Work item:
Provide the number of lines in the entries below containing "Lane", with no further words.

Segment Start: Records for processing

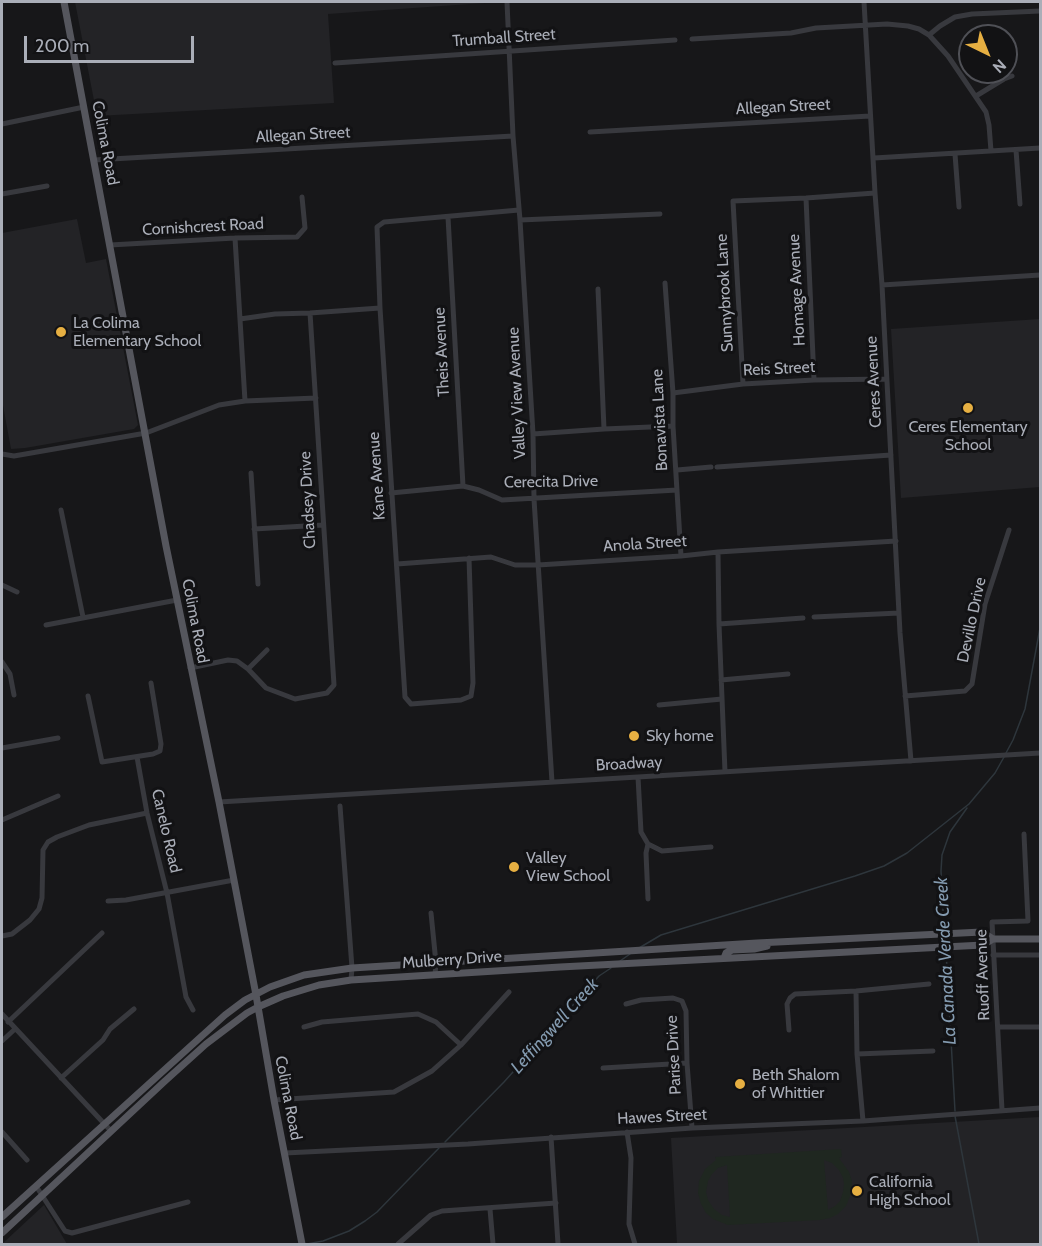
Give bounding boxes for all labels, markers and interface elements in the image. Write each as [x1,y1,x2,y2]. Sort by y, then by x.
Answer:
scale bar [27,24,196,62]
north arrow [958,24,1018,84]
street label: Trumball Street [452,25,556,51]
text: 200 m [35,35,89,57]
text: N [989,55,1010,77]
street label: Allegan Street [735,95,831,119]
street label: Colima Road [87,99,123,187]
street label: Allegan Street [255,123,351,147]
street label: Cornishcrest Road [142,214,264,240]
street label: Sunnybrook Lane [712,233,738,353]
street label: Homage Avenue [784,234,810,346]
street label: Theis Avenue [430,307,454,397]
place label: La Colima Elementary School [73,313,201,351]
marker: La Colima Elementary School [54,325,68,339]
street label: Valley View Avenue [504,327,530,459]
street label: Ceres Avenue [862,336,886,428]
street label: Reis Street [742,358,816,380]
street label: Bonavista Lane [648,369,672,471]
marker: Ceres Elementary School [961,401,975,415]
place label: Ceres Elementary School [908,417,1028,455]
street label: Kane Avenue [364,431,390,521]
street label: Chadsey Drive [296,451,320,549]
street label: Cerecita Drive [504,472,598,492]
street label: Anola Street [603,532,687,556]
street label: Devillo Drive [954,576,990,664]
street label: Colima Road [177,577,213,665]
place label: Sky home [646,726,714,746]
marker: Sky home [627,729,641,743]
street label: Broadway [595,753,663,775]
street label: Canelo Road [147,787,185,875]
place label: Valley View School [526,848,610,886]
marker: Valley View School [507,860,521,874]
water label: La Canada Verde Creek [931,877,961,1045]
street label: Ruoff Avenue [972,929,994,1021]
street label: Mulberry Drive [402,947,502,973]
water label: Leffingwell Creek [507,974,603,1078]
street label: Parise Drive [662,1015,686,1095]
street label: Colima Road [270,1054,306,1142]
place label: Beth Shalom of Whittier [752,1065,840,1103]
marker: Beth Shalom of Whittier [733,1077,747,1091]
street label: Hawes Street [617,1105,707,1129]
place label: California High School [869,1172,950,1210]
marker: California High School [850,1184,864,1198]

Segment End: Records for processing

Response box:
2